Items listed in a dataset:
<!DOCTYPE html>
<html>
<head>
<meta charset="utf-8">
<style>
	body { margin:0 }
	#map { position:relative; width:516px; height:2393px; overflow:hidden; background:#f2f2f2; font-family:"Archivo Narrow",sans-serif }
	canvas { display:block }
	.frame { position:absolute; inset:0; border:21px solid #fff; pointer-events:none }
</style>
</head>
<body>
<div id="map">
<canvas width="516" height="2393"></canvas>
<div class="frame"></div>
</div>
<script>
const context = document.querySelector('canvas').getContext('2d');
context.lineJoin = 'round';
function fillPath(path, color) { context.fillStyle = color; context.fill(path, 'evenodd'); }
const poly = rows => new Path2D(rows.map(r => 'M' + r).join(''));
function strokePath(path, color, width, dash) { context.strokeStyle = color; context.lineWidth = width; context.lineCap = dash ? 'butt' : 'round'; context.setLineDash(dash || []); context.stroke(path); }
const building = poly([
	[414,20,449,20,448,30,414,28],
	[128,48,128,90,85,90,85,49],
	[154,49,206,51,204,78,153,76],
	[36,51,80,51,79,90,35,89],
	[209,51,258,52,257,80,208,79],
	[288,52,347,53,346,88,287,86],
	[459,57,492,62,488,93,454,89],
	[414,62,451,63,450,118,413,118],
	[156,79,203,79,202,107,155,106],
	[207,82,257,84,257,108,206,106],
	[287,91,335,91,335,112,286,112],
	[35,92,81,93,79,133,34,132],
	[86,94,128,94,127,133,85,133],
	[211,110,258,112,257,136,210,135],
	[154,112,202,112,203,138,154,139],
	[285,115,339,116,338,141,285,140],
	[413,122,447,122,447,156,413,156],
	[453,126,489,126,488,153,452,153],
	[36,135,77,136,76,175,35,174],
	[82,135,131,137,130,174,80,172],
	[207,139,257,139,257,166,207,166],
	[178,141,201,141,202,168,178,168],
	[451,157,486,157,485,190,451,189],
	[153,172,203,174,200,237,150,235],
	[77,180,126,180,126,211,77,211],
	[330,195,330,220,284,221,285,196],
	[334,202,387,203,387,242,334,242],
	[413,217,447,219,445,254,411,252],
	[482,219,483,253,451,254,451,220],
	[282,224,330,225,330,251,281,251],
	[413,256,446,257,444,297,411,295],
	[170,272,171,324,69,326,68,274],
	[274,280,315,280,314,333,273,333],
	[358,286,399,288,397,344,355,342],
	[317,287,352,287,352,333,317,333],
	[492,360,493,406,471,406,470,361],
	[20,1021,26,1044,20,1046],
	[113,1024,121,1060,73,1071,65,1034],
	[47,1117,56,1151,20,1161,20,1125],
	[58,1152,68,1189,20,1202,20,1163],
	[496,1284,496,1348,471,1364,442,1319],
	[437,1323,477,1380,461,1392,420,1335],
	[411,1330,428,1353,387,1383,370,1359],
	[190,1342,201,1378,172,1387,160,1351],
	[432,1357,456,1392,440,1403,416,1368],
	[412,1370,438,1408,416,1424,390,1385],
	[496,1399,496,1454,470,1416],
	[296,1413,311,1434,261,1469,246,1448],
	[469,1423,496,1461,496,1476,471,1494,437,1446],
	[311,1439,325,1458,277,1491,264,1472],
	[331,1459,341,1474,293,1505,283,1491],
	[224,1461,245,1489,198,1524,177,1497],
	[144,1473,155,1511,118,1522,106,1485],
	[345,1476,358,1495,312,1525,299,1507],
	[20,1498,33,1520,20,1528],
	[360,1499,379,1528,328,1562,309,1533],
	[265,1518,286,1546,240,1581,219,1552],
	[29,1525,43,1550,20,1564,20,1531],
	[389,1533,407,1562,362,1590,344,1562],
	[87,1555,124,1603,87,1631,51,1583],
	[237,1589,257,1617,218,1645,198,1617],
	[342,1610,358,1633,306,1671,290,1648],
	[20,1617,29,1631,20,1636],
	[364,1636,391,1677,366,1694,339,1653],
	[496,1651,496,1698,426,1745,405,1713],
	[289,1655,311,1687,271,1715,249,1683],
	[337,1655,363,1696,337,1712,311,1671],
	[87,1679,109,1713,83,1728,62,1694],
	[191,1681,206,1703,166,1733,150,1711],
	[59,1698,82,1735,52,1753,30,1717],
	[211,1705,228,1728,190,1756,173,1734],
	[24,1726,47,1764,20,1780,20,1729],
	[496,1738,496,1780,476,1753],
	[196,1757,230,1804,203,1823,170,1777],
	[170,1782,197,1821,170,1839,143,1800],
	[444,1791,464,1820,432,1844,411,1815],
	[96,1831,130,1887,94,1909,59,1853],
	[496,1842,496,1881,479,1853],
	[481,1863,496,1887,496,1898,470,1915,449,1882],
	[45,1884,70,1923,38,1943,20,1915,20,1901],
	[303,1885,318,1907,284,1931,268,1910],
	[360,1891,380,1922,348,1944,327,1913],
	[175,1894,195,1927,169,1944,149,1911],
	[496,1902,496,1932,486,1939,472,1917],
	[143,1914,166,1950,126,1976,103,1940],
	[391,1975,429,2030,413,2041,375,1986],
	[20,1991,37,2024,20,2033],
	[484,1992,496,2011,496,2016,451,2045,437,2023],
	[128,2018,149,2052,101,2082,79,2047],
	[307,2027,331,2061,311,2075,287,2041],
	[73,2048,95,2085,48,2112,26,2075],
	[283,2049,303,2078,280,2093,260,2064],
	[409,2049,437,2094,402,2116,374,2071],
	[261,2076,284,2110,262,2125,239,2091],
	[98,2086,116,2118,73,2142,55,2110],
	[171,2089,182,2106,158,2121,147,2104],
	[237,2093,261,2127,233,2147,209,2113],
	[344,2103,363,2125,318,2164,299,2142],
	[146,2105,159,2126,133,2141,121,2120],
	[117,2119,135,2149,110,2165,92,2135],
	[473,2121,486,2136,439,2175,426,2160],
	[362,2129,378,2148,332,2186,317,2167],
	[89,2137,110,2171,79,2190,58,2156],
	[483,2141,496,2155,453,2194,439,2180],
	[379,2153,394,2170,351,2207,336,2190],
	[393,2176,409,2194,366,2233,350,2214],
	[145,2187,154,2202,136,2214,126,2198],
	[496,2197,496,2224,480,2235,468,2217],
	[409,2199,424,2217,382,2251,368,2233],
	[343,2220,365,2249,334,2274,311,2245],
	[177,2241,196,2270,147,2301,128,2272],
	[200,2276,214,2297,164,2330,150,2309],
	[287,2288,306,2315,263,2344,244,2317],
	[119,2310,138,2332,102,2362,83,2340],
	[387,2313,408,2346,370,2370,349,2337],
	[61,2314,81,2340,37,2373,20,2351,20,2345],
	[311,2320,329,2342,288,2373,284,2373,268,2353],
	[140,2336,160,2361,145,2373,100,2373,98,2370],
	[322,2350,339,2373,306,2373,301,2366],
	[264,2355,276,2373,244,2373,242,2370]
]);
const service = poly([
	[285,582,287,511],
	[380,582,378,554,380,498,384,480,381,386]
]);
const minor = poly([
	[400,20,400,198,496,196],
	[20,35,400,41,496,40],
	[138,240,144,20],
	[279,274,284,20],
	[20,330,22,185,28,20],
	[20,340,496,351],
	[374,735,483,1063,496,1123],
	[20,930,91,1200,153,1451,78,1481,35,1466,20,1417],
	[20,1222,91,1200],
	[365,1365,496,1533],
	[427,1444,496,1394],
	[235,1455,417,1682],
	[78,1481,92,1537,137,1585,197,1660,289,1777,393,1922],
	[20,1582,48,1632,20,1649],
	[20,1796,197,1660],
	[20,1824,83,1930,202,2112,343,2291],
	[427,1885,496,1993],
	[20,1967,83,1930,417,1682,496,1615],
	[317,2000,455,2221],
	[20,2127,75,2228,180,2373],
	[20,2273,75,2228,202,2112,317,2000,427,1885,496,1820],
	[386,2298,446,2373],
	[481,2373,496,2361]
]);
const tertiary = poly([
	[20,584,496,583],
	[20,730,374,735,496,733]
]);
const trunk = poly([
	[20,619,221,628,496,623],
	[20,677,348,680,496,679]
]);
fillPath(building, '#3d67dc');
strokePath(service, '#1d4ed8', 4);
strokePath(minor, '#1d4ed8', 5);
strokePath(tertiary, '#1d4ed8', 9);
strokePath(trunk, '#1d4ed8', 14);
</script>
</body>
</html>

DIRECTIONS
Extract from the data every line where "canvas" shows up.

TASK RESPONSE
	canvas { display:block }
<canvas width="516" height="2393"></canvas>
const context = document.querySelector('canvas').getContext('2d');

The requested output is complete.